Tuesday 7 November 2017
On demand: "National Bird"
The high flier referred to in the title of Sonia Kennebeck's documentary National Bird isn't the bald eagle, proud symbol of American freedom and individualism; rather, it's the drone, that remote-operated, unpiloted, low-risk surveillance technology that has allowed the military unprecedented access to monitor suspects - and kill where deemed necessary. The recent explosion in drone use - a post-9/11 development accelerated by the Obama administration as a "clean" form of weaponry - has itself been monitored by filmmakers in such diverse projects as 2014's Drone, morality play Good Kill and 'plex-friendly thriller Eye in the Sky. Kennebeck's film is less interested in the drone's technical specifics or systemic application than in its human cost, honing in on three individuals with first-hand knowledge of all this death from above.
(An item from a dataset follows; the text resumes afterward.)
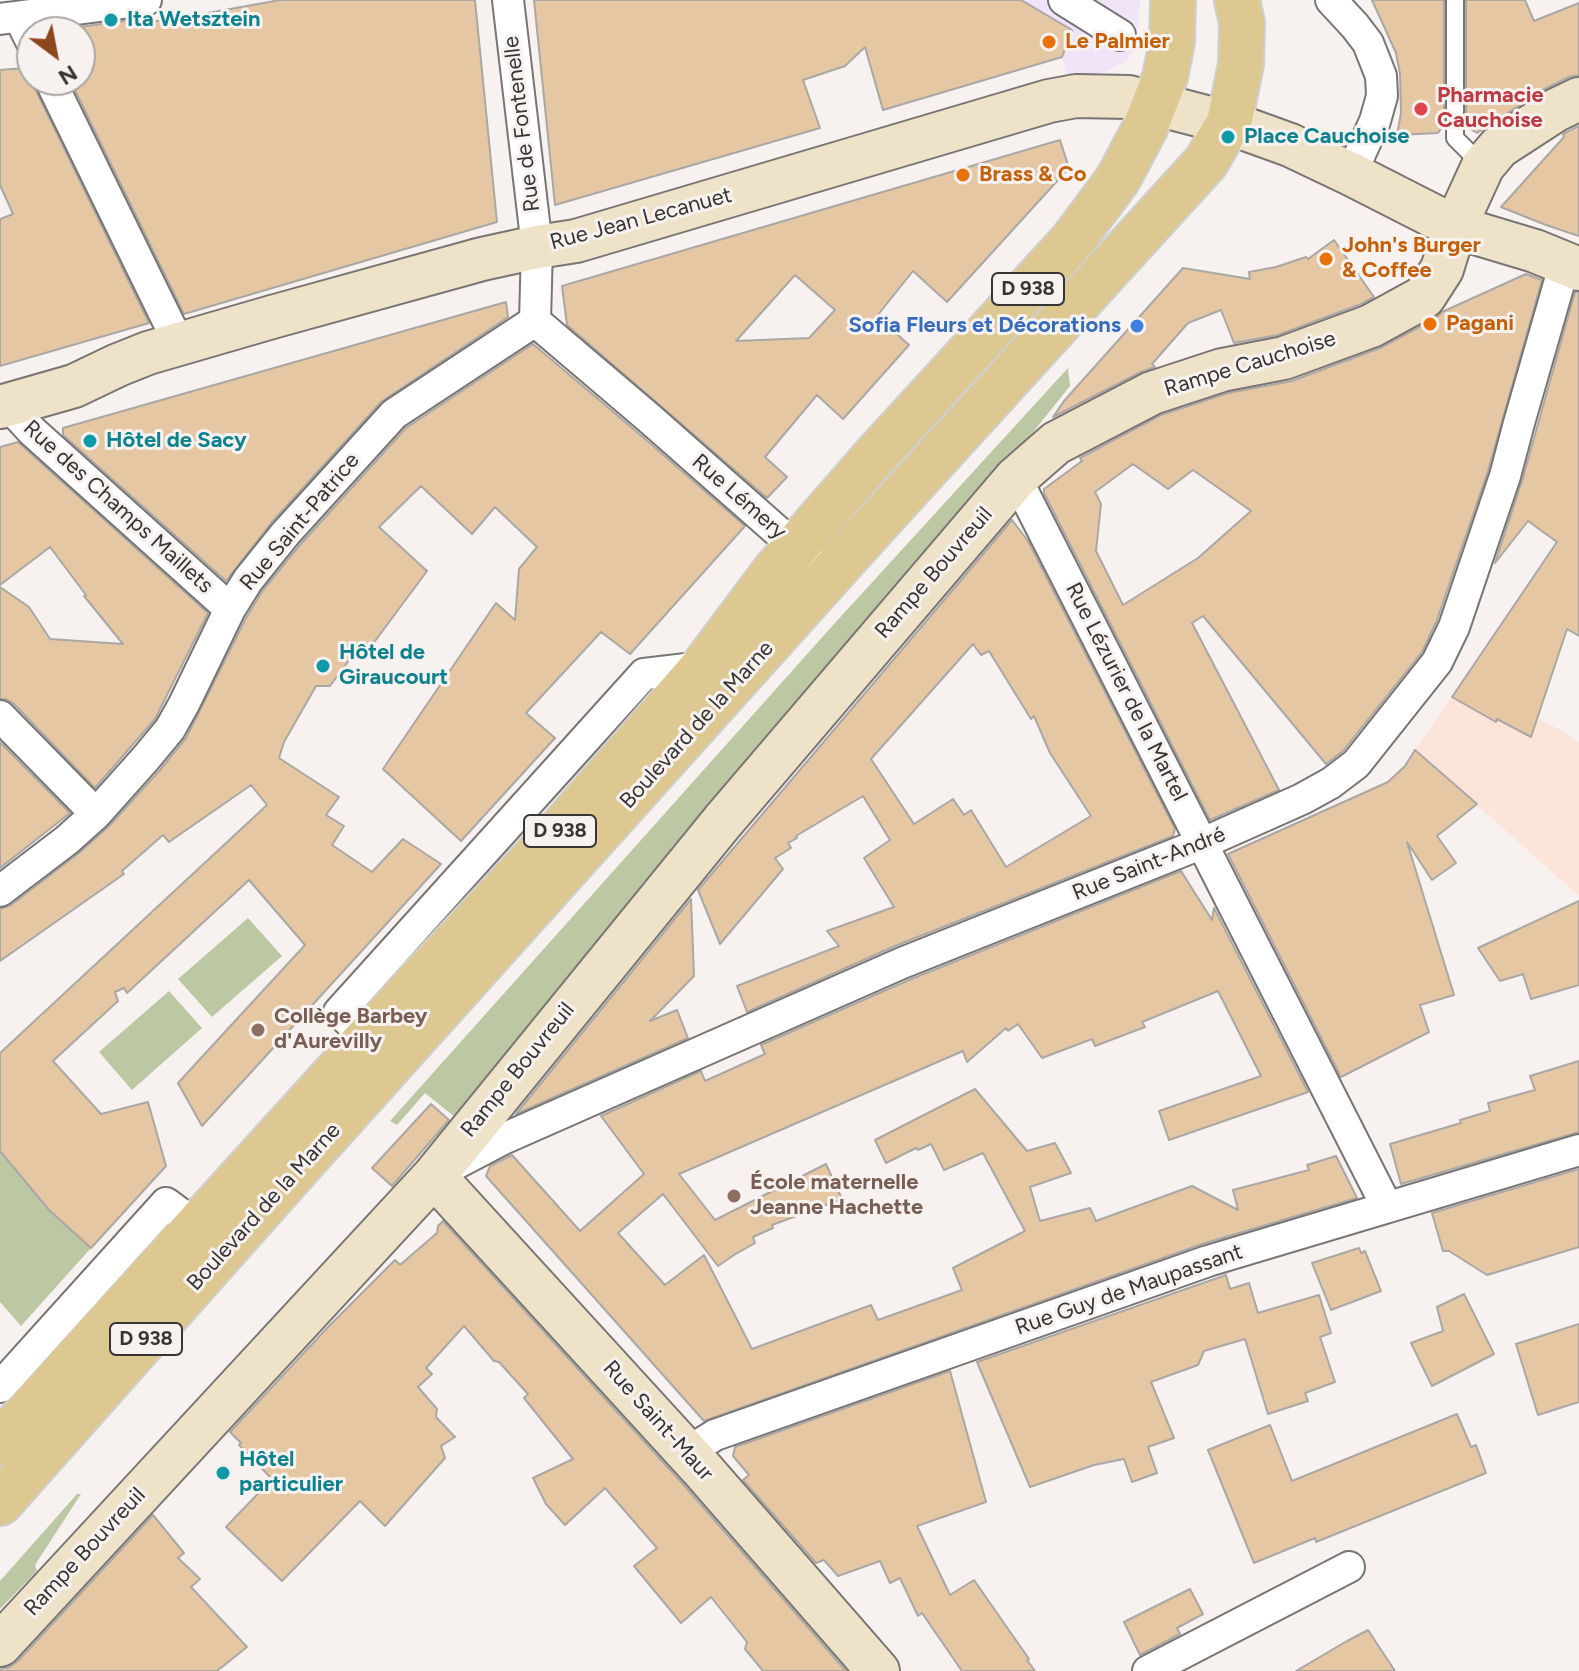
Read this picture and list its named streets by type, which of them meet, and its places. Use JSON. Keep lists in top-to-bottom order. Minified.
{"streets":{"main road":["D 938","Boulevard de la Marne"],"street":["Rue de Fontenelle","Rue Jean Lecanuet","Rampe Cauchoise","Rue Lémery","Rue des Champs Maillets","Rue Saint-Patrice","Rampe Bouvreuil","Rue Lézurier de la Martel","Rue Saint-André","Rue Guy de Maupassant","Rue Saint-Maur"]},"crossings":[["Rue de Fontenelle","Rue Jean Lecanuet"],["Rue Jean Lecanuet","D 938"],["Rue Jean Lecanuet","Rampe Cauchoise"],["Rue Jean Lecanuet","Rue des Champs Maillets"],["Rue Jean Lecanuet","Boulevard de la Marne"],["Rue Jean Lecanuet","Rue Saint-André"],["D 938","Boulevard de la Marne"],["Rampe Cauchoise","Rampe Bouvreuil"],["Rampe Cauchoise","Rue Lézurier de la Martel"],["Rue Lémery","Rue Saint-Patrice"],["Rue Lémery","Boulevard de la Marne"],["Rue des Champs Maillets","Rue Saint-Patrice"],["Rampe Bouvreuil","Rue Lézurier de la Martel"],["Rampe Bouvreuil","Rue Saint-André"],["Rampe Bouvreuil","Rue Saint-Maur"],["Rue Lézurier de la Martel","Rue Saint-André"],["Rue Lézurier de la Martel","Rue Guy de Maupassant"],["Rue Saint-André","Rue Saint-Maur"],["Rue Guy de Maupassant","Rue Saint-Maur"]],"places":["Ita Wetsztein","Le Palmier","Pharmacie Cauchoise","Place Cauchoise","Brass & Co","John's Burger & Coffee","Pagani","Sofia Fleurs et Décorations","Hôtel de Sacy","Hôtel de Giraucourt","Collège Barbey d'Aurevilly","École maternelle Jeanne Hachette","Hôtel particulier"],"north":"bottom right"}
There is Heather, a Kristen Stewart lookalike who, during her time as a drone analyst, was never once told how many people were killed on her watch; there is Daniel, still operating under security clearance, and having to select his words accordingly - with, it turns out, good reason; and there is the older Lisa, who worked higher up the command chain and now worries - as any denmother might - about the effect this technology is having on the Army's impressionable young recruits.
That title speaks to the way drones have rapidly become normalised, framed as part of the natural order of things: Kennebeck shows us Air Force ads that herald the arrival of an exciting piece of kit for the Call of Duty generation, while excerpts from Presidential pressers provide ample evidence that Obama was enthusiastically sold on this equipment as an effective tool for continuing the War on Terror, one that arrived neatly packaged with its own set of checks and balances. Kennebeck's line is that what's actually been normalised here is the act of killing; that just because someone kills at arm's length, it doesn't mean they don't end up with dirty hands. Her drone operators inhabit the dead centre of a moral maze: the fuzzy pixellations beamed back to them leave considerable doubt as to who's being stalked and what, in fact, they might be doing in these images, yet as the interviewees attest, the presence of just one enemy combatant in these God's-eye views has allowed the military to take out many more civilians without much in the way of comeback or consequence. (And that's assuming the camera's been pointed in the right direction, which numerous strikes on schools, hospitals, aid convoys and wedding parties hardly suggest.)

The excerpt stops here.